Assigned task — Give back nothing but the number of lines in these entries that contain the word "canvas".

Entries provided —
•••

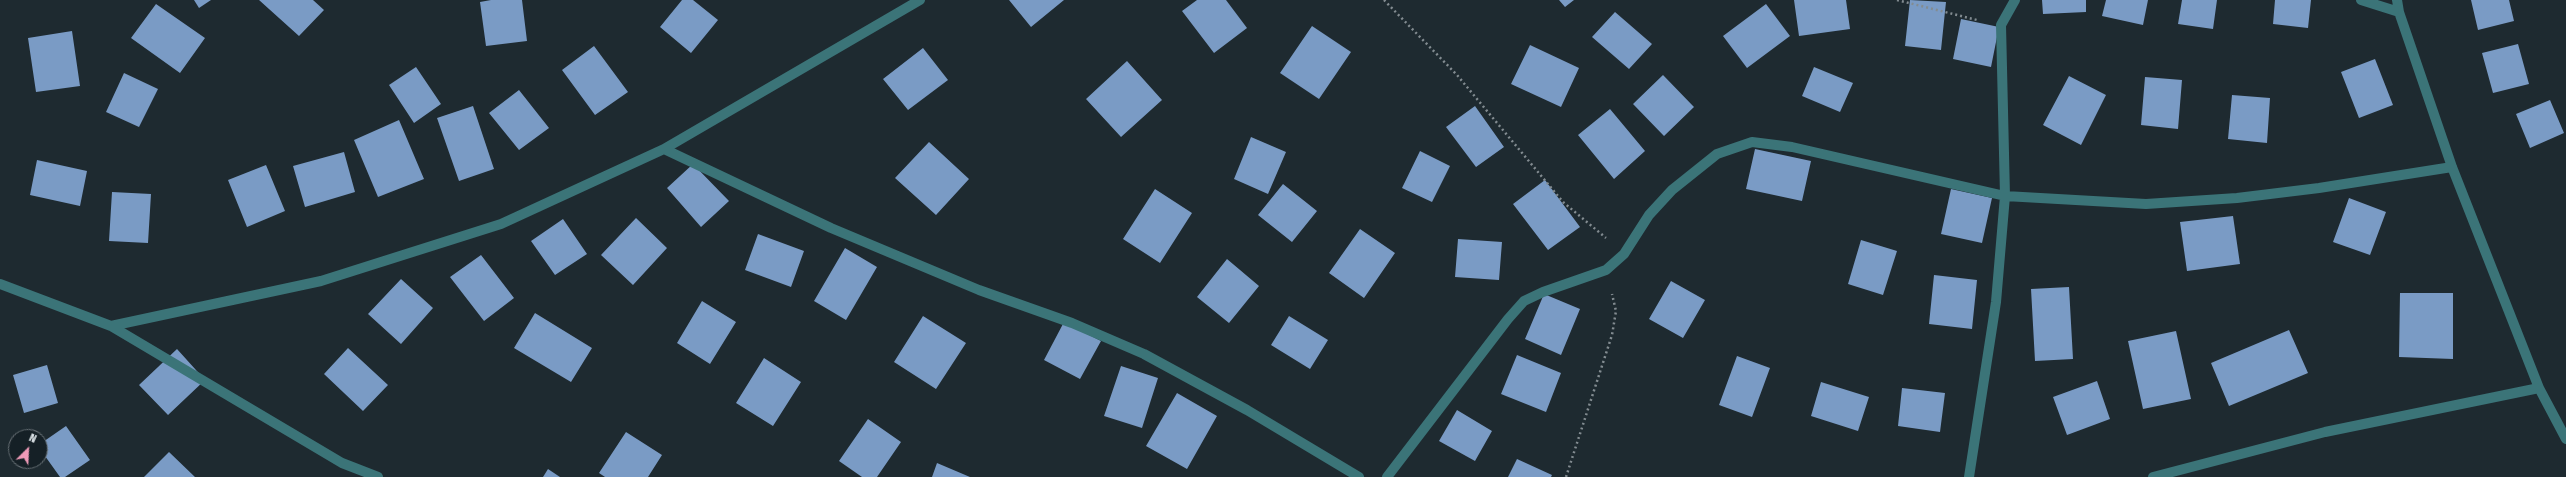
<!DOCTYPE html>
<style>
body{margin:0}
#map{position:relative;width:2566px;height:477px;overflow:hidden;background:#1e2a30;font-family:"Fira Sans Condensed",sans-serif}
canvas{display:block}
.north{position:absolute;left:8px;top:429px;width:40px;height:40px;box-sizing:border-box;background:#152026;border:1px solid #687176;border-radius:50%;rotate:24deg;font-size:11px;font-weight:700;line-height:16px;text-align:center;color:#e4ebef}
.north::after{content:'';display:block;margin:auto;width:14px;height:18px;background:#ef9ab8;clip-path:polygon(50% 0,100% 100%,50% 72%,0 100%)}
</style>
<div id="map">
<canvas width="2566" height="477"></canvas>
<div class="north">N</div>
</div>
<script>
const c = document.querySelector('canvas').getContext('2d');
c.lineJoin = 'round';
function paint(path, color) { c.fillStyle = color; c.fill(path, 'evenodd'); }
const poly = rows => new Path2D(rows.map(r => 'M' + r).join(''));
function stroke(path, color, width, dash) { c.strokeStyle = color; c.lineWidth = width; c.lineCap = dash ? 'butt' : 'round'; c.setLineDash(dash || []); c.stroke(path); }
paint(poly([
 [194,0,211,0,199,8],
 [259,0,313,0,324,10,299,36],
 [491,0,522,0,527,41,486,46,480,2],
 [682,0,693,0,718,20,691,53,660,27],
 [1009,0,1064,0,1031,27],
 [1197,0,1226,0,1247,28,1214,53,1182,11],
 [1559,0,1574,0,1565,7],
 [1794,0,1846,0,1850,29,1799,36],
 [1910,0,1946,2,1941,50,1905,46],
 [2042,0,2086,0,2086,12,2043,14],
 [2106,0,2148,0,2143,25,2102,16],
 [2182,0,2217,0,2213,29,2178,24],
 [2275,0,2311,0,2308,28,2273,24],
 [2471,0,2509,0,2514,21,2478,30],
 [156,4,205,38,180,73,131,38],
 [1766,4,1790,36,1747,68,1723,36],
 [1615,12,1652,44,1629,69,1592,37],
 [1961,19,1999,27,1991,67,1953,59],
 [1312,26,1351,52,1319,99,1280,73],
 [72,31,80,86,36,92,28,38],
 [2518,44,2529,84,2493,93,2482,53],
 [1530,45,1579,68,1561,107,1511,84],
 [594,46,628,92,595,115,562,70],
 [923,48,948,80,908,110,883,79],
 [2375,59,2393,105,2359,118,2341,72],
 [1127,61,1162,100,1121,137,1086,99],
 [416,67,441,104,414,123,389,85],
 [1814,67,1853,83,1840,112,1802,96],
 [124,73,158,89,139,127,106,112],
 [1663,75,1694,107,1664,136,1633,104],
 [2069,76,2106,95,2081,145,2043,125],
 [2145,77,2182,80,2178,129,2141,125],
 [519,90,549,128,519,150,489,113],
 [2232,95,2270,98,2267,143,2228,139],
 [2550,100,2564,133,2530,148,2516,114],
 [473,106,494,169,459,181,437,118],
 [1475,106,1504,147,1476,167,1446,127],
 [1610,109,1645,151,1614,179,1578,135],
 [399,120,424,179,378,197,354,140],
 [1251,137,1286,152,1268,194,1234,179],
 [929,142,969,179,936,215,895,178],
 [1755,149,1811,161,1802,201,1746,189],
 [1420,151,1450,166,1432,202,1402,188],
 [344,152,355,192,305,207,293,166],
 [37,160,87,171,80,206,30,195],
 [693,164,729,201,701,227,667,188],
 [266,165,285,211,247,227,228,180],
 [1545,180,1580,227,1548,250,1513,204],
 [1283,184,1317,211,1292,242,1258,215],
 [1155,189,1192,213,1160,263,1123,239],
 [1951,189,1992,198,1982,243,1941,234],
 [112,192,151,194,148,243,109,241],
 [2349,198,2386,212,2370,255,2333,242],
 [2233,216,2240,264,2187,271,2180,222],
 [636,218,667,248,633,285,601,255],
 [563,219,587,254,555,275,531,241],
 [1360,229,1395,253,1364,298,1329,273],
 [758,234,804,251,791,287,745,270],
 [1458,239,1502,242,1499,280,1455,277],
 [1861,240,1897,251,1883,295,1848,284],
 [845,248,877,267,846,320,814,301],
 [481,255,514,298,484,321,450,277],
 [1227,259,1259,286,1229,323,1197,297],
 [1934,275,1977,280,1972,329,1929,324],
 [401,279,433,308,401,344,368,314],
 [1671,281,1705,300,1683,338,1649,319],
 [2069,287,2073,359,2035,361,2031,289],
 [2400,293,2453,293,2453,359,2399,357],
 [1544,294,1580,309,1561,355,1525,339],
 [702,301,736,322,710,364,677,343],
 [535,313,592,348,571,382,514,348],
 [923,316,966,343,936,389,894,362],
 [1289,316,1328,340,1310,369,1271,345],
 [1064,322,1101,341,1080,379,1044,360],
 [2289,330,2308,373,2229,406,2211,363],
 [2176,331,2191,399,2143,409,2128,341],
 [348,348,388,385,363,411,324,374],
 [177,349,205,380,168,415,139,385],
 [1517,355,1561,373,1546,412,1501,394],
 [1737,356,1770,368,1752,417,1719,405],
 [764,358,801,382,773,426,736,403],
 [47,365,58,403,24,413,13,375],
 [1121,366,1158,378,1142,428,1104,416],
 [2097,381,2110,419,2067,435,2053,397],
 [1821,382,1869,397,1858,431,1811,416],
 [1902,388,1945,393,1940,432,1898,426],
 [1177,393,1217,416,1187,469,1146,446],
 [1457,410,1492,431,1475,461,1439,441],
 [868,419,901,442,877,477,862,477,839,461],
 [66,426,90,460,65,477,60,477,40,449,40,444],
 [626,432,662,455,648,477,605,477,599,473],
 [169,452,195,477,144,477],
 [1517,459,1552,475,1551,477,1508,477],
 [937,463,970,477,932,477],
 [548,469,560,477,543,477]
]), '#7a9bc5');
stroke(poly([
 [1384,0,1457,75,1563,202,1606,238],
 [1897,0,1977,20],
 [1566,477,1612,335,1616,311,1612,294]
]), '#838c91', 2.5, [2, 3]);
stroke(poly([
 [2361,0,2399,12],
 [2397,0,2399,12,2452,167,2539,388,2566,439],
 [664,149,831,228,979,290,1072,323,1144,354,1247,410,1359,477],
 [0,284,111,326,321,281,501,224,664,149,920,0],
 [111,326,342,463,378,477],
 [1387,477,1508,319,1524,301,1543,292,1606,270,1624,254,1649,215,1672,190,1717,154,1752,142,1792,147,2005,196,2146,204,2237,198,2319,188,2452,167],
 [1969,477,1996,302,2005,196,2001,25,2015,0],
 [2153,477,2325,432,2539,388]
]), '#3b7478', 10);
</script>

•••

Answer to the exercise — 3